Mit Karacho und gegen die Zeit bergab

Der Auenwalder Max Pfeil ist mit seinem Mountainbike in der Disziplin Enduro seit zwei Jahren in der ganzen Welt unterwegs. Vergangene Saison schrammte der 24-Jährige bei der WM in Italien mit der deutschen Mannschaft nur haarscharf an der Bronzemedaille vorbei.

Max Pfeil muss hoch konzentriert sein, wenns auf kurvenreichen Pfaden über Stock und Stein halsbrecherisch runtergeht.

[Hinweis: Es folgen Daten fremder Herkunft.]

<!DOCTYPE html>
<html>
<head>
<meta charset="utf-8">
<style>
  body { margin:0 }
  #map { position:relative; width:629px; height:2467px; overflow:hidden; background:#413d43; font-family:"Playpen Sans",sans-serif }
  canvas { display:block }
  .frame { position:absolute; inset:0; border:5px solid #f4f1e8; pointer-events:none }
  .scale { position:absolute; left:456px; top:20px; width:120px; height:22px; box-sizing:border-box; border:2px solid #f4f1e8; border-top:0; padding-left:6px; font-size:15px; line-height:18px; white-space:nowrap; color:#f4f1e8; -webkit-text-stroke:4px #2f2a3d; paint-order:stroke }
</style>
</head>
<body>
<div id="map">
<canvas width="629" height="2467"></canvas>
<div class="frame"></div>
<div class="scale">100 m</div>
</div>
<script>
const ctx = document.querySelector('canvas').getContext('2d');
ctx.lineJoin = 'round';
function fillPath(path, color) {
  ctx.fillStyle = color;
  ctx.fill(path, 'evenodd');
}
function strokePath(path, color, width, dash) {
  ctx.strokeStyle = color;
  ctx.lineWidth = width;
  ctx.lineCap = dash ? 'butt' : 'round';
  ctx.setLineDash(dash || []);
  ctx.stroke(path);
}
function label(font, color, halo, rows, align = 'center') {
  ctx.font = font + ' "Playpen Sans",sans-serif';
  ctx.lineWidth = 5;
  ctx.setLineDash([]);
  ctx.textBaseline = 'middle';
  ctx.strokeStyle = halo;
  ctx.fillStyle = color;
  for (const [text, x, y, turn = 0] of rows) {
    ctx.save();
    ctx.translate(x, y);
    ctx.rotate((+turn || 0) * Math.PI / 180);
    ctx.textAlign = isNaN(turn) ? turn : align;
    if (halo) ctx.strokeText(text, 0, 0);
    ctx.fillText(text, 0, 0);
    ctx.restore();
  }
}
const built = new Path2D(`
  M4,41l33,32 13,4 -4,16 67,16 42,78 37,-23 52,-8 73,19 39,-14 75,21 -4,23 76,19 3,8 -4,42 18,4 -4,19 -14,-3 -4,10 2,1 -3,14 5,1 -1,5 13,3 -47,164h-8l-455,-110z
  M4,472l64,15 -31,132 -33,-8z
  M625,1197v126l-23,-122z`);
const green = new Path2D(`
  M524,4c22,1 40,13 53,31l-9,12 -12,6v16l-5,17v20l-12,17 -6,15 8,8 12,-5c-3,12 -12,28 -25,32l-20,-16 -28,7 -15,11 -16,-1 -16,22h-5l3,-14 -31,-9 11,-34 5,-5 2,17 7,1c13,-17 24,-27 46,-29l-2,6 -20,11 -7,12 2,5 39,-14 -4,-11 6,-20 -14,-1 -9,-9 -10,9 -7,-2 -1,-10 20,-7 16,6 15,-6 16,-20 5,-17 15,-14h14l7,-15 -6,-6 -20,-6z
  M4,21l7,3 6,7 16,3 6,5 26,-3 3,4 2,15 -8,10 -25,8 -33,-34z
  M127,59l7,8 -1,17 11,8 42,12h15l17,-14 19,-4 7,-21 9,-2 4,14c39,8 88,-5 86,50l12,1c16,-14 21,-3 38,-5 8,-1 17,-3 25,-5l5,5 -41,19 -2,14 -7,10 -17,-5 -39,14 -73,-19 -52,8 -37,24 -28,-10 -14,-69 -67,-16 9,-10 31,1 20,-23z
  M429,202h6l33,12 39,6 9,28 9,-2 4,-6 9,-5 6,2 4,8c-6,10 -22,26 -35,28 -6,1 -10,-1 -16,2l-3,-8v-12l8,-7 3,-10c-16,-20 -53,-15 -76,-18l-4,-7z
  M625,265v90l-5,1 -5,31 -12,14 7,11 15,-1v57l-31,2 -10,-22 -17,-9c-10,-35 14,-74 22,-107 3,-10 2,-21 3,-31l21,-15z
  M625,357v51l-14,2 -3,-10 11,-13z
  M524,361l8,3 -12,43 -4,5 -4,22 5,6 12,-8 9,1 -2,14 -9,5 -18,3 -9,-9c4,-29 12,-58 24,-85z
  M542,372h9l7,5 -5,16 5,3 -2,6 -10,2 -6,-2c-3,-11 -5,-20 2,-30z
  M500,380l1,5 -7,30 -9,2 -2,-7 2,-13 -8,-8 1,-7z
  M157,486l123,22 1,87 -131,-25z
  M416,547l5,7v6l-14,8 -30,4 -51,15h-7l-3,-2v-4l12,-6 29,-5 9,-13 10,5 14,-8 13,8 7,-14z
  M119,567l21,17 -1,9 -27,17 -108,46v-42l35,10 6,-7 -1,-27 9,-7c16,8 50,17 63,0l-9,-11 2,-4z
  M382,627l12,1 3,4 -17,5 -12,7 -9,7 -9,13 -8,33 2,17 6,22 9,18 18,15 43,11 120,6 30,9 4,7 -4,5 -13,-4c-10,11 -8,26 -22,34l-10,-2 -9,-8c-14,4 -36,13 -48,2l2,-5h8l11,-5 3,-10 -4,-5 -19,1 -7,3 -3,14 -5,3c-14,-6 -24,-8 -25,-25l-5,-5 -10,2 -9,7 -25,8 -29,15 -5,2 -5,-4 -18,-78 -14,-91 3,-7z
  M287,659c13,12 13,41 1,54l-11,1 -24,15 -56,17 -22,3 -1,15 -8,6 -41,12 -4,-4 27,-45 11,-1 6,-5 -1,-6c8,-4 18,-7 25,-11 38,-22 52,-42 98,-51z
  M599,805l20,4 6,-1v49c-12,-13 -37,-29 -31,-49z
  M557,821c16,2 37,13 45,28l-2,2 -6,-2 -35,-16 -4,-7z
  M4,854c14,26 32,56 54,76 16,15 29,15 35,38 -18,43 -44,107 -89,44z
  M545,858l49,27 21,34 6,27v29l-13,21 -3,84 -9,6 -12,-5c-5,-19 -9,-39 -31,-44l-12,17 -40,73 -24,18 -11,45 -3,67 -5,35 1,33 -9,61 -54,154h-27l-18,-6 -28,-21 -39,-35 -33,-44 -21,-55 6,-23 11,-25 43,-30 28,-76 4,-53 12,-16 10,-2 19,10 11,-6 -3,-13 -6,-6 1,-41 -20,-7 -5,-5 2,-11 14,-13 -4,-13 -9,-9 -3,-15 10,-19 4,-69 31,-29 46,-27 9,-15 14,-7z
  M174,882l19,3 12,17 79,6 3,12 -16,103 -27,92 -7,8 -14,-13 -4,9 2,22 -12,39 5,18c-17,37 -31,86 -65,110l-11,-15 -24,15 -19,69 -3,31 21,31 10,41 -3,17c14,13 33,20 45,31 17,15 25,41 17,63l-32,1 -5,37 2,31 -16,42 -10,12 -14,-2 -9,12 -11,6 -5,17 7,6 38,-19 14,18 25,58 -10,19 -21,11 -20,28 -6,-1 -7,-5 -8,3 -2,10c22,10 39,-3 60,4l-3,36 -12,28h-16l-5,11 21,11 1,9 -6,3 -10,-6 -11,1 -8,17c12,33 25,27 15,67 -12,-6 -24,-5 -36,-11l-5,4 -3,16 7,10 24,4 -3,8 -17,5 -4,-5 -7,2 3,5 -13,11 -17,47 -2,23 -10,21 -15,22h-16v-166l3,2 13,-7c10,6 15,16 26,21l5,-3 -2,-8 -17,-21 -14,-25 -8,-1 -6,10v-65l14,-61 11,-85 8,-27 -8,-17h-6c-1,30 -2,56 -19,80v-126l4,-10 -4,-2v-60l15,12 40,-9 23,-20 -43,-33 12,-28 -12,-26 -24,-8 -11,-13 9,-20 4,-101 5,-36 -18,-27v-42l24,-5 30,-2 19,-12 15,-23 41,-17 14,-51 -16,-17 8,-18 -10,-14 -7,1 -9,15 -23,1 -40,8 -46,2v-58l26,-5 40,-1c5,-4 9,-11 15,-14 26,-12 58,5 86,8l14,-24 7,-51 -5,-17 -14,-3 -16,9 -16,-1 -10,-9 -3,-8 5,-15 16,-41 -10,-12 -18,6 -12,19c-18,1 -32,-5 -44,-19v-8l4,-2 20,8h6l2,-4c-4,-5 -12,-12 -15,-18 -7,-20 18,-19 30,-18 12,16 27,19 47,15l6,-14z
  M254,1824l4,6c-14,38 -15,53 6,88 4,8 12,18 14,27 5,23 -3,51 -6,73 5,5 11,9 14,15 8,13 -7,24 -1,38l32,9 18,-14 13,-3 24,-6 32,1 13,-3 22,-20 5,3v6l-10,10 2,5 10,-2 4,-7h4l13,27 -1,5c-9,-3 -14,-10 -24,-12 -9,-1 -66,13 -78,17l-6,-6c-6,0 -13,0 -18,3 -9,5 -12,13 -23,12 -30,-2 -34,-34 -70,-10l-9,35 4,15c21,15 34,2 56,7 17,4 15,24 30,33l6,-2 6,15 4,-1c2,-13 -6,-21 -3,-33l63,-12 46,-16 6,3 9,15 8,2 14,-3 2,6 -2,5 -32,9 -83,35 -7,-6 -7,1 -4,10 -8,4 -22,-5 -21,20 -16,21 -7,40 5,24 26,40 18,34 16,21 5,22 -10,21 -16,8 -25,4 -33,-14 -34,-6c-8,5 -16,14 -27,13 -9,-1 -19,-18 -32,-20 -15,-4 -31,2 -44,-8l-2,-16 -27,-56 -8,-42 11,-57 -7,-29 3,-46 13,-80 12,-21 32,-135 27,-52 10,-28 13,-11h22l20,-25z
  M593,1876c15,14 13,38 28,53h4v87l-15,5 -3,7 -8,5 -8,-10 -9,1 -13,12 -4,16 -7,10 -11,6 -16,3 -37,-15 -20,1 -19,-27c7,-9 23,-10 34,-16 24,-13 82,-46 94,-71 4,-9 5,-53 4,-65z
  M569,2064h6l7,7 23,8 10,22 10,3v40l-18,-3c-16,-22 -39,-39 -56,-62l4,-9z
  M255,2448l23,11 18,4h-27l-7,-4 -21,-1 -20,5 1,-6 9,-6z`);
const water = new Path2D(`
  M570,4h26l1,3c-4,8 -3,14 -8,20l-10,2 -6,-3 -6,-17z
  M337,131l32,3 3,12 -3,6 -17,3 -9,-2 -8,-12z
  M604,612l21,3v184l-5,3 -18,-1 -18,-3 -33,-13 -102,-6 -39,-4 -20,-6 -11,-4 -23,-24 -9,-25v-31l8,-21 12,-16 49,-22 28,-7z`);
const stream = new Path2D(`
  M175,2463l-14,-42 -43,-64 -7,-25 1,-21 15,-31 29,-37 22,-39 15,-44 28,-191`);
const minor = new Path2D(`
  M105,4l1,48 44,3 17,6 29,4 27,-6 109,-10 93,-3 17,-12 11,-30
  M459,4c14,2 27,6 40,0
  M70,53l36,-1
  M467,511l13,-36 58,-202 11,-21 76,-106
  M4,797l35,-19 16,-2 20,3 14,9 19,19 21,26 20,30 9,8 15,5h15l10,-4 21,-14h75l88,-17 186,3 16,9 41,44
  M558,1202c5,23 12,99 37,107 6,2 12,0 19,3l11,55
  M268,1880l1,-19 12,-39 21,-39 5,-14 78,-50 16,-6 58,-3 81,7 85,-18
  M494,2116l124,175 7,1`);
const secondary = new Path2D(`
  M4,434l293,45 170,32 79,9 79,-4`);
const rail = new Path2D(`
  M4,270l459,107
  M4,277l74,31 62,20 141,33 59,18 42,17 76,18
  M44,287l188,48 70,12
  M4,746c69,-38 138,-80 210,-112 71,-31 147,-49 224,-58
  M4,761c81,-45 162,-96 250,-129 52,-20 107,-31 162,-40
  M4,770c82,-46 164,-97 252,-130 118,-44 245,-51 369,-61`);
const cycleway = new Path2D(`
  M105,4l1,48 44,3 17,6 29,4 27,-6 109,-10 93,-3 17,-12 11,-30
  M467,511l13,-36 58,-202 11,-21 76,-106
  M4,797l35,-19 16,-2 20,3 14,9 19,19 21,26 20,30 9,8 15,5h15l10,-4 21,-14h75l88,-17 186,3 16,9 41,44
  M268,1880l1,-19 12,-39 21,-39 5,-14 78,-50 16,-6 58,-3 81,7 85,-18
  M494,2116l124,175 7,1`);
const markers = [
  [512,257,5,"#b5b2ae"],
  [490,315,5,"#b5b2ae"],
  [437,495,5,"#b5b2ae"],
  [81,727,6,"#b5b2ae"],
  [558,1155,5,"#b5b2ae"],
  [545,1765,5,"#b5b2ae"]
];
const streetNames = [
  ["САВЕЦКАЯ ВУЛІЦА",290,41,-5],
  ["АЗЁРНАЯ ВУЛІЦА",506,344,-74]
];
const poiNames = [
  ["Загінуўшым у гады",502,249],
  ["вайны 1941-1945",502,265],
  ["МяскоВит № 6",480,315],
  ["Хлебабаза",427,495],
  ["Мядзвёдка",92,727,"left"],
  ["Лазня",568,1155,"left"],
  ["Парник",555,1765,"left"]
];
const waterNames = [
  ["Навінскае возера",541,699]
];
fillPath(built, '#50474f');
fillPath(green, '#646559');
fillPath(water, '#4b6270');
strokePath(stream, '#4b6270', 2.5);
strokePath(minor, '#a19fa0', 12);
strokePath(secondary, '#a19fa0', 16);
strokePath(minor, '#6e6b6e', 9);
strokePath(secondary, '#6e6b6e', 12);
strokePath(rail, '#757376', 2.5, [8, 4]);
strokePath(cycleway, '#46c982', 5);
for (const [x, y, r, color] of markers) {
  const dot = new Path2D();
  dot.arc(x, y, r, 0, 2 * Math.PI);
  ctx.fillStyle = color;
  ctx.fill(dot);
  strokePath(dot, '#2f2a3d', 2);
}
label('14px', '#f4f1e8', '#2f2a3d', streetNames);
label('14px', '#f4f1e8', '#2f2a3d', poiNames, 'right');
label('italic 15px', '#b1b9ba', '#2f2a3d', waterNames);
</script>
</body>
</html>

Foto: Kike Abelleira

© Kike Abelleira

Max Pfeil muss hoch konzentriert sein, wenns auf kurvenreichen Pfaden über Stock und Stein halsbrecherisch runtergeht. Foto: Kike Abelleira

Von Uwe Flegel

„Eine Geschwindigkeit von 60 Stundenkilometern ist schon viel“, sagt Max Pfeil und muss den Grund dafür nicht groß erklären. Schließlich rast er mit seinem Mountainbike in der Enduro World Series nicht auf irgendeiner schön geteerten Piste eine Steigung runter. Für den Unterbrüdener und die Konkurrenz geht es über steiniges und felsiges Gelände, glitschige Wurzeln und schmale Pfade zwischen Bäumen und in engen Kurven rasant bergab. Nervenkitzel pur – und das immer mit Zeitdruck. Denn wer zu viel und oft bremst, der verliert den Kampf gegen die Uhr und die Konkurrenz.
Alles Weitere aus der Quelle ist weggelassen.